Javascript's root problem is that there is nobody who plays that role. The
language has now been around for ~15 years, but it has hardly changed in the
meantime. _Not_ zero, I know that, but compared to the advances that any other
language made over the same period of its life, Javascript has hardly moved at
all. Not since Netscape lost the ability to unilaterally move the language
forward by virtue of having the de facto only implementation has the language
been able to move much.

So not only does the language have problems, right now, there is no effective
path for those problems to be fixed in any reasonable period of time. We know
this, because js.next shouldn't be "something we hope to see in a few years"
but rather something that should have been done ~2002/2003, if the whole
improvement process wasn't so broken.

(BTW, remember to separate "the language" from "the bindings". XMLHTTPRequest
was not a Javascript change, for instance, just a new binding that all
browsers had.)

Even the standardization process is slow, somewhat disconnected from
implementation, and is still essentially focused on fixing syntax problems
that have been dangling for a decade now.
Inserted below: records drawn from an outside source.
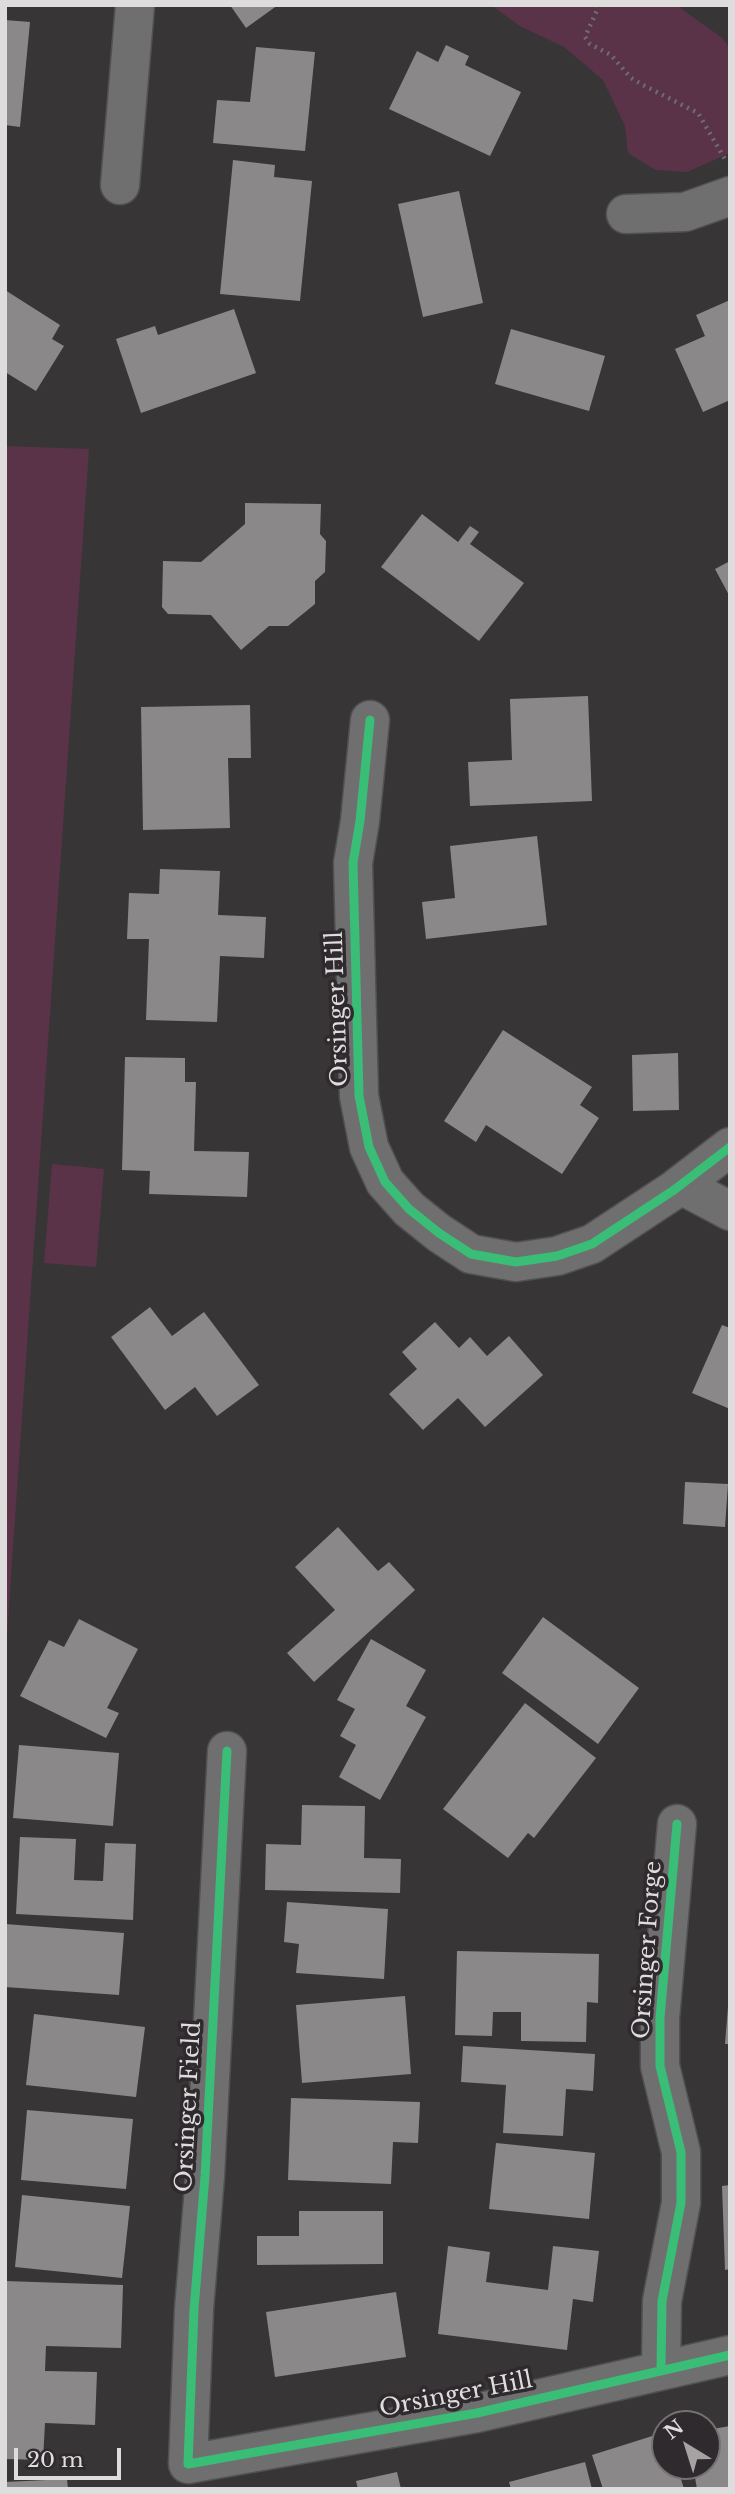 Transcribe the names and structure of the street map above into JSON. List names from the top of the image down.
{
  "streets": {
    "street": ["Orsinger Hill", "Orsinger Forge", "Orsinger Field"]
  },
  "crossings": [
    ["Orsinger Hill", "Orsinger Forge"],
    ["Orsinger Hill", "Orsinger Field"]
  ],
  "scale_bar": "20 m",
  "north": "top left"
} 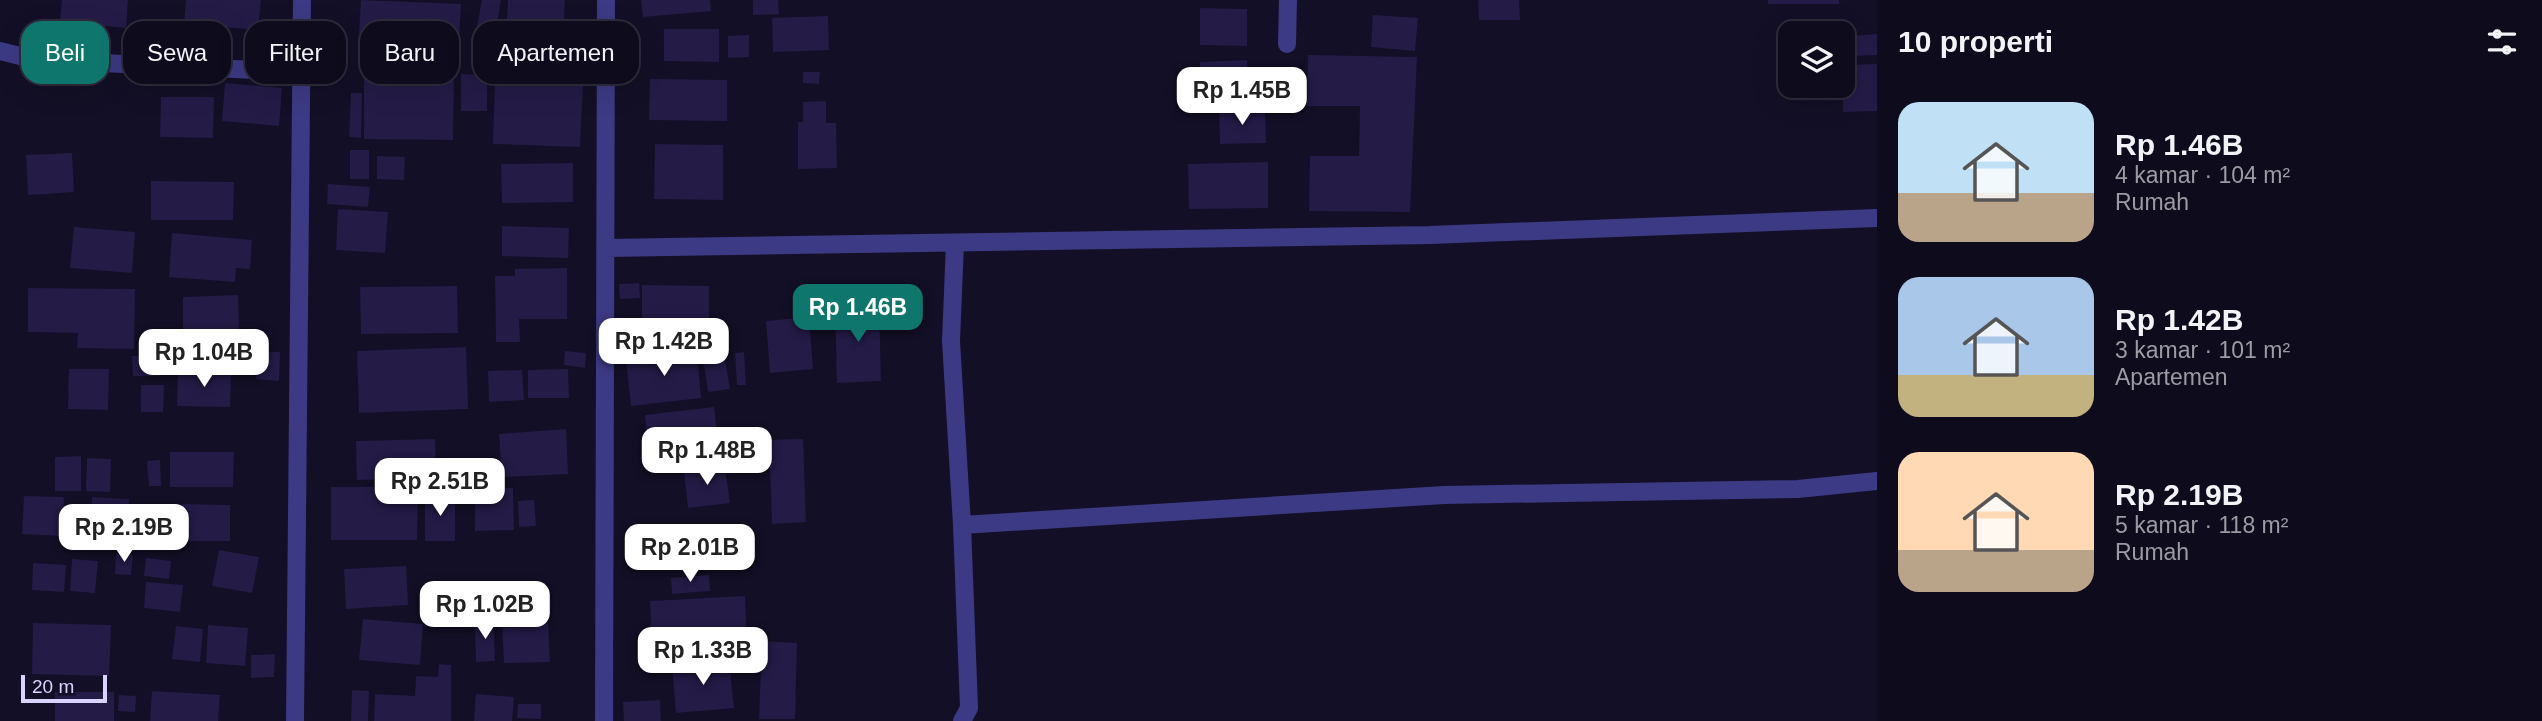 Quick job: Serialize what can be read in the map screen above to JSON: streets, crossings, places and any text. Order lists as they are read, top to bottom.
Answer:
{
  "scale_bar": "20 m",
  "page": {
    "heading": "10 properti",
    "chip": [
      "Beli",
      "Sewa",
      "Filter",
      "Baru",
      "Apartemen"
    ],
    "price": [
      "Rp 1.45B",
      "Rp 1.46B",
      "Rp 1.42B",
      "Rp 1.04B",
      "Rp 1.48B",
      "Rp 2.51B",
      "Rp 2.19B",
      "Rp 2.01B",
      "Rp 1.02B",
      "Rp 1.33B"
    ],
    "list": [
      {
        "name": "Rp 1.46B",
        "note": "4 kamar · 104 m² · Rumah"
      },
      {
        "name": "Rp 1.42B",
        "note": "3 kamar · 101 m² · Apartemen"
      },
      {
        "name": "Rp 2.19B",
        "note": "5 kamar · 118 m² · Rumah"
      }
    ],
    "scale": "20 m"
  }
}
If js.next somehow successfully
manifests in the next few years, we _still_ have a lot of problems in the
library department, for instance.

Server-side JS will probably face a decision point at some point in the not-
very-near future, where the decision will have to be made as to whether it
sticks as close to client-side, browser JS controlled by a effectively-
leaderless process running at vanishing fractions of the rate of improvement
of any other language, or if it runs off to start creating its own
improvements, probably by paving over the cowpaths. I actually favor the
latter, because it would create some set of people who can say yea or nay,
restore an actual feedback loop, and create progress which could then be
propagated back to clients as appropriate.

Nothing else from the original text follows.